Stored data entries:
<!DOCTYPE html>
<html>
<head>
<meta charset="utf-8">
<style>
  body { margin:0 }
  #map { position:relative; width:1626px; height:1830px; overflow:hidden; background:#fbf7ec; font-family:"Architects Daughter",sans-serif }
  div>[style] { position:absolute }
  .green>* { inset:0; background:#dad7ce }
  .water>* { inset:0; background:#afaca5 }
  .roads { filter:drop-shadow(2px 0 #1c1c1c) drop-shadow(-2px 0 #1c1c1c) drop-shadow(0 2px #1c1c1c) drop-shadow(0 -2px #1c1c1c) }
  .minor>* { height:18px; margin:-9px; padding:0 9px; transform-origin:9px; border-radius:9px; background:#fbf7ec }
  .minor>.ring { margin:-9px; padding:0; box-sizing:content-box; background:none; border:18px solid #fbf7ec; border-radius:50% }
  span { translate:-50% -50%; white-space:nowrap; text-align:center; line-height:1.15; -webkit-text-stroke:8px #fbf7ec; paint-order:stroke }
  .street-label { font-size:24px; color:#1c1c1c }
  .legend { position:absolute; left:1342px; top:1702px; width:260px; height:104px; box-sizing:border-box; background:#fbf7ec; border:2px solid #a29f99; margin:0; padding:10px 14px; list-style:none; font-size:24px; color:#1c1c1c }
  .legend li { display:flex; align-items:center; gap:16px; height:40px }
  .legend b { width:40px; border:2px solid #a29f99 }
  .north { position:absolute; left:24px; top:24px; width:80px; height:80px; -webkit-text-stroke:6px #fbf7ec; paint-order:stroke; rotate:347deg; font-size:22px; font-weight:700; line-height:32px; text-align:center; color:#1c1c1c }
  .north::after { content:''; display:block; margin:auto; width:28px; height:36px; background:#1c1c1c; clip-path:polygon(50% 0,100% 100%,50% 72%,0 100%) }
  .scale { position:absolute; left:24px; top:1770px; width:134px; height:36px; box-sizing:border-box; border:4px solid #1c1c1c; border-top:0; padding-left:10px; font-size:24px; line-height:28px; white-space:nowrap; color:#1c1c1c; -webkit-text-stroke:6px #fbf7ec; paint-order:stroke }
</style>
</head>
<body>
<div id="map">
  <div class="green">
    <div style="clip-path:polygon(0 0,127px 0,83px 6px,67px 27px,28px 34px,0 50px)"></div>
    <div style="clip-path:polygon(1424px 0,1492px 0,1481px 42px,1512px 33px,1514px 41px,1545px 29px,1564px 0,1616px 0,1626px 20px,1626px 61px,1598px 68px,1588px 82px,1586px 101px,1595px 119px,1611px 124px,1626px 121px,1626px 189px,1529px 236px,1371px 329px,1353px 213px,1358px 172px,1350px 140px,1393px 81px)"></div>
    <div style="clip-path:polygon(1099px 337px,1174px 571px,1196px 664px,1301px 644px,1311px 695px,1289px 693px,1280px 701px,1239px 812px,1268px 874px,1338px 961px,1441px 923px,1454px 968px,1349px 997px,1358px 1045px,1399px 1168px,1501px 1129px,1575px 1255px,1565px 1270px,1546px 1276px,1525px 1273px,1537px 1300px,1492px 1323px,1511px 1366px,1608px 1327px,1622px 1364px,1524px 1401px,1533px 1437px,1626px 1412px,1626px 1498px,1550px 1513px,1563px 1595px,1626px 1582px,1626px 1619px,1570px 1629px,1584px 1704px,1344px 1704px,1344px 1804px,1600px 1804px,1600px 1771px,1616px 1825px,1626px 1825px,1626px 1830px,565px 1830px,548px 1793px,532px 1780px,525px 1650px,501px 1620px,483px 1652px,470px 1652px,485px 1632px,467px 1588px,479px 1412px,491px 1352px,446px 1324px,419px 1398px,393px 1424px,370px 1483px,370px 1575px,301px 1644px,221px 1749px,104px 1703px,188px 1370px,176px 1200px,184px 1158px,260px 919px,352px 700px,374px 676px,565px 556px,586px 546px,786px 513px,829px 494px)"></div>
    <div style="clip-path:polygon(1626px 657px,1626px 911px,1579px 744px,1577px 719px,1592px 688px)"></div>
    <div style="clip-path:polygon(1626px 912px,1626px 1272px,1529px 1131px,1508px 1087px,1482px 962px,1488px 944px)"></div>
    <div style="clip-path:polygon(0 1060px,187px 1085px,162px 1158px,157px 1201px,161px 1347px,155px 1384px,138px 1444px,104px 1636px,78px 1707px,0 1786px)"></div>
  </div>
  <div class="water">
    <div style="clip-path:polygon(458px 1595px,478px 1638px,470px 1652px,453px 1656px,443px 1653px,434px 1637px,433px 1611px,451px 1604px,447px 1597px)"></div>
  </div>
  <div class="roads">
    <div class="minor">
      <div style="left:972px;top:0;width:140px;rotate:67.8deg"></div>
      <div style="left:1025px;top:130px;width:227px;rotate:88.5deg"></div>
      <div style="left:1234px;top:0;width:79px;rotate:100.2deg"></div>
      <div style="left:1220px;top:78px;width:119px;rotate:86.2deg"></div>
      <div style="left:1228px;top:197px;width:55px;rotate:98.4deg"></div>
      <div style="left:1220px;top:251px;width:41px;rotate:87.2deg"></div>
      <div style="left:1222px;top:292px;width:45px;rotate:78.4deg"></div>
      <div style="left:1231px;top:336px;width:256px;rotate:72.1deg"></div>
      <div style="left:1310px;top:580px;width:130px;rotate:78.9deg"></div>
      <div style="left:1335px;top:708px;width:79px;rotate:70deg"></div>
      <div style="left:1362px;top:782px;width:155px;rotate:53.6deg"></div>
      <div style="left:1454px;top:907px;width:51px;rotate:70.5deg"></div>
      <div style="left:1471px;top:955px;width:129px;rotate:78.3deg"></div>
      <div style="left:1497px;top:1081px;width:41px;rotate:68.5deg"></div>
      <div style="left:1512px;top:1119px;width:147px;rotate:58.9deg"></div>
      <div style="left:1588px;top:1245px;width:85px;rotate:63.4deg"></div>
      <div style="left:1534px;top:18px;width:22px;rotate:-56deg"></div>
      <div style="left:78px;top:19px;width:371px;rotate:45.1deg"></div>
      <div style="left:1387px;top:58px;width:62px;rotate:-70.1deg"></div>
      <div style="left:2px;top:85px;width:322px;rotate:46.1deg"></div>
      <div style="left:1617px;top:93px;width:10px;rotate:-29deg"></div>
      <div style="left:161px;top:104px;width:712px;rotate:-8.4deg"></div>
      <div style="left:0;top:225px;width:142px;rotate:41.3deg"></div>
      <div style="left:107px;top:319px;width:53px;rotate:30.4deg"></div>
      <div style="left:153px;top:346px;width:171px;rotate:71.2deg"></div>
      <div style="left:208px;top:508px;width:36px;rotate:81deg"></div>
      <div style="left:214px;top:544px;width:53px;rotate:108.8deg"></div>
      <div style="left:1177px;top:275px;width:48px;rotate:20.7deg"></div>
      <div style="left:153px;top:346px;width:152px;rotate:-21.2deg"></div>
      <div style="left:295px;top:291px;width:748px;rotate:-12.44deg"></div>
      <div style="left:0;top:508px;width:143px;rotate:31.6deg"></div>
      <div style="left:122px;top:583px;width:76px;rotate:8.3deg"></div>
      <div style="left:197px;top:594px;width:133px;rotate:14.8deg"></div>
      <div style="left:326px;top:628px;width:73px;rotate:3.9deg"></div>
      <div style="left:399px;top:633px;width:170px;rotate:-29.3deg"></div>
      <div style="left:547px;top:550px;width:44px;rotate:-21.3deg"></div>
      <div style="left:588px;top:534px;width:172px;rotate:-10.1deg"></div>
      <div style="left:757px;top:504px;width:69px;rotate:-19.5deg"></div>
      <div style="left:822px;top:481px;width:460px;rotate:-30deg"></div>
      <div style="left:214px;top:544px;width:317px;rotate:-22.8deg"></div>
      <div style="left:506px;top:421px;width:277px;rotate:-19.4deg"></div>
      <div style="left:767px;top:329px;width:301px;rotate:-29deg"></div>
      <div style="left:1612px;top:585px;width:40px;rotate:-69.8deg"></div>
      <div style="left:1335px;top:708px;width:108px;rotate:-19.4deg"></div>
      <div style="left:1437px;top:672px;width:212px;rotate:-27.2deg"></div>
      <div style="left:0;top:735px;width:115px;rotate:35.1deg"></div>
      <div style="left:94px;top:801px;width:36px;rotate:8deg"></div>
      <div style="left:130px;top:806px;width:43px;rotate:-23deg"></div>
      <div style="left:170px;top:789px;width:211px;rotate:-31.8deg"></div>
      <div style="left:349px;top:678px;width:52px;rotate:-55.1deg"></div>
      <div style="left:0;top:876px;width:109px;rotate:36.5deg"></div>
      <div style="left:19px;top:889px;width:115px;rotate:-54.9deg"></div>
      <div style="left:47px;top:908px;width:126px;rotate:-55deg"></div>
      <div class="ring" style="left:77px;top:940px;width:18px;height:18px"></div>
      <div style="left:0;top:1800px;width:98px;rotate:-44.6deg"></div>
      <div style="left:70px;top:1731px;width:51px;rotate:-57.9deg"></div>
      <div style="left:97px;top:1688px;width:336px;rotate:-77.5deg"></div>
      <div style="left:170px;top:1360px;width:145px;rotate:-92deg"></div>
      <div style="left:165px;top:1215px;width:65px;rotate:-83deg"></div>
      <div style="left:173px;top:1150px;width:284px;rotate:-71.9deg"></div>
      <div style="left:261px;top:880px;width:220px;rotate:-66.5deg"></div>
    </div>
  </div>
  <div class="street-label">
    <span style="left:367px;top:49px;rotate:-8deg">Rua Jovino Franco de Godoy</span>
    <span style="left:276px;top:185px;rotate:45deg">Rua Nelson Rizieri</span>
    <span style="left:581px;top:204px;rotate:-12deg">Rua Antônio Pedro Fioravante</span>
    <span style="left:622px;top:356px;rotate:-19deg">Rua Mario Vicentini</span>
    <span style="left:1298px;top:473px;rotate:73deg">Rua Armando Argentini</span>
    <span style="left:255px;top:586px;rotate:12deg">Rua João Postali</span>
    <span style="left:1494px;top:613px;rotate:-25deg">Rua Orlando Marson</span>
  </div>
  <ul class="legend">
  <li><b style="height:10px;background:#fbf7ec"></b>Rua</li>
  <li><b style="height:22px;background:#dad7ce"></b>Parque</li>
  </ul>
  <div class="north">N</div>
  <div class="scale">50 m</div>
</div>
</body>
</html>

WORK TO COMPLETE → Whenever the word "roads" shows up in a line of the entries, copy that line.

SOLVED EXERCISE →
  .roads { filter:drop-shadow(2px 0 #1c1c1c) drop-shadow(-2px 0 #1c1c1c) drop-shadow(0 2px #1c1c1c) drop-shadow(0 -2px #1c1c1c) }
  <div class="roads">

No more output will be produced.